Every record is to be duplicated exactly as it reads, without its images.

Source records
+++

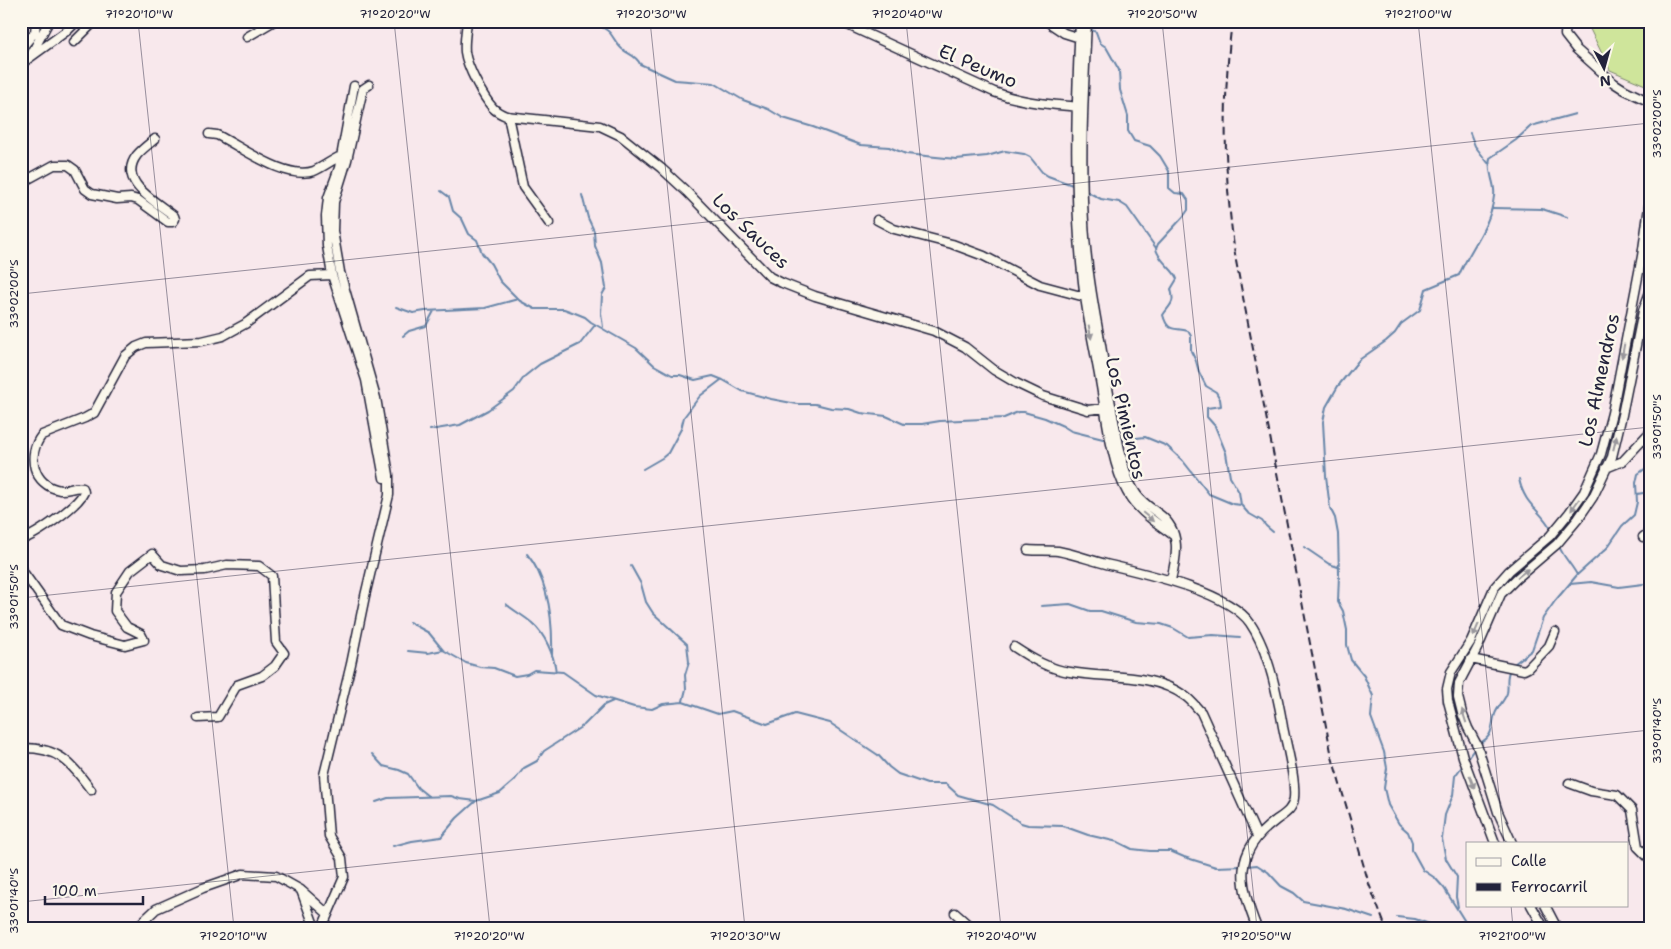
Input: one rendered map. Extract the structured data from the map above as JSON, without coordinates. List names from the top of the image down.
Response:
{
  "streets": {
    "street": [
      "El Peumo",
      "Los Sauces",
      "Los Almendros",
      "Los Pimientos"
    ]
  },
  "crossings": [
    ["El Peumo", "Los Pimientos"],
    ["Los Sauces", "Los Pimientos"]
  ],
  "legend": ["Calle", "Ferrocarril"],
  "scale_bar": "100 m",
  "north": "bottom",
  "coordinates": [
    "71°20'10\"W",
    "71°20'20\"W",
    "71°20'30\"W",
    "71°20'40\"W",
    "71°20'50\"W",
    "71°21'00\"W",
    "33°02'00\"S",
    "33°01'50\"S",
    "33°01'40\"S"
  ]
}
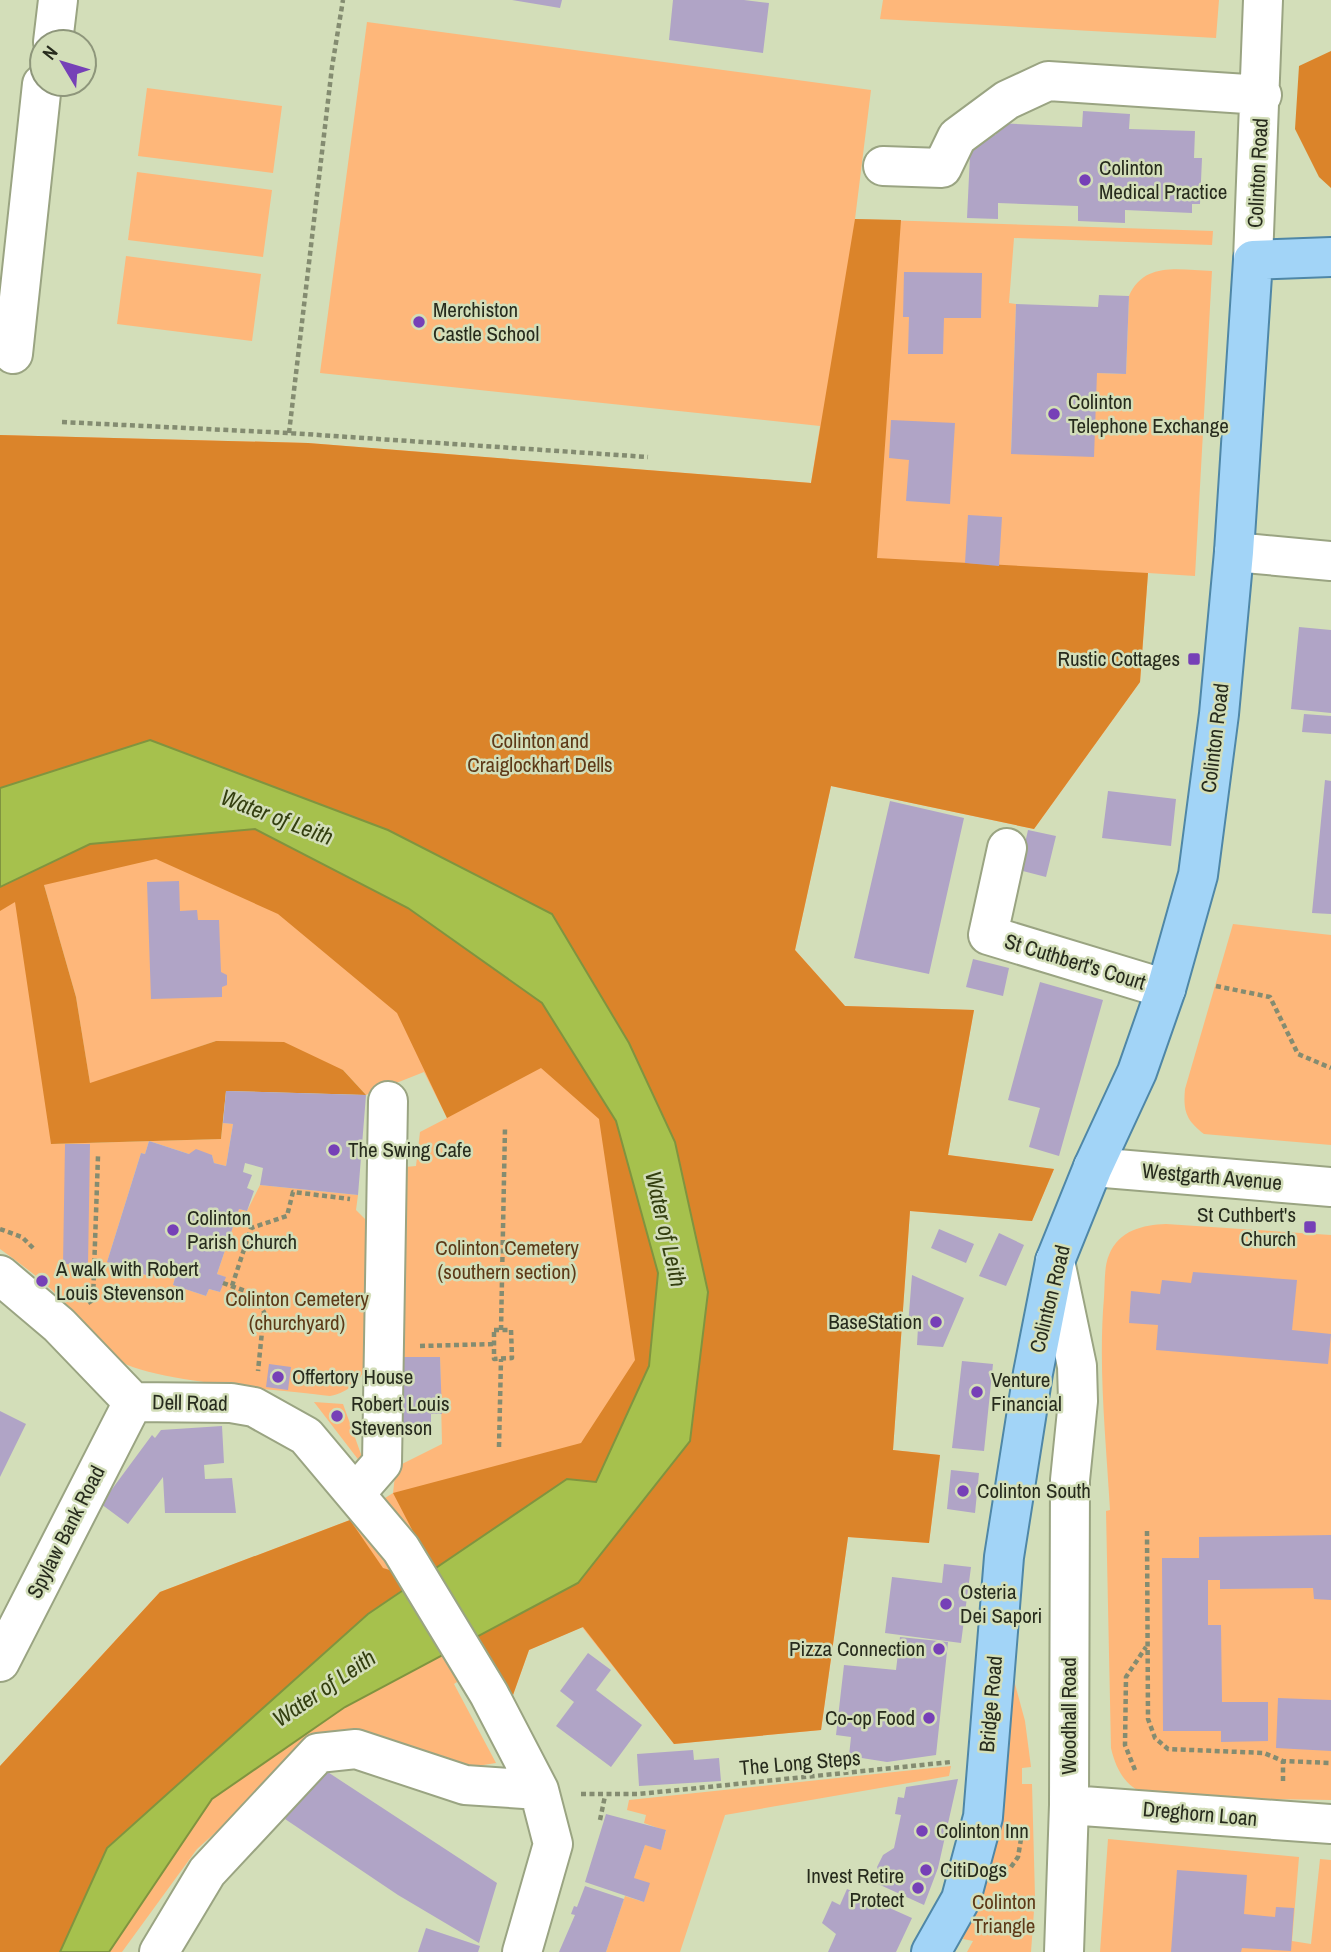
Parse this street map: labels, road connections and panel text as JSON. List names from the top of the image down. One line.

+++

Output of the task:
Input: one rendered map. Extract the structured data from the map above as JSON, without coordinates. List names from the top of the image down.
Response:
{
  "streets": {
    "street": [
      "El Peumo",
      "Los Sauces",
      "Los Almendros",
      "Los Pimientos"
    ]
  },
  "crossings": [
    ["El Peumo", "Los Pimientos"],
    ["Los Sauces", "Los Pimientos"]
  ],
  "legend": ["Calle", "Ferrocarril"],
  "scale_bar": "100 m",
  "north": "bottom",
  "coordinates": [
    "71°20'10\"W",
    "71°20'20\"W",
    "71°20'30\"W",
    "71°20'40\"W",
    "71°20'50\"W",
    "71°21'00\"W",
    "33°02'00\"S",
    "33°01'50\"S",
    "33°01'40\"S"
  ]
}
Parse this street map: labels, road connections and panel text as JSON. List names from the top of the image down. One line.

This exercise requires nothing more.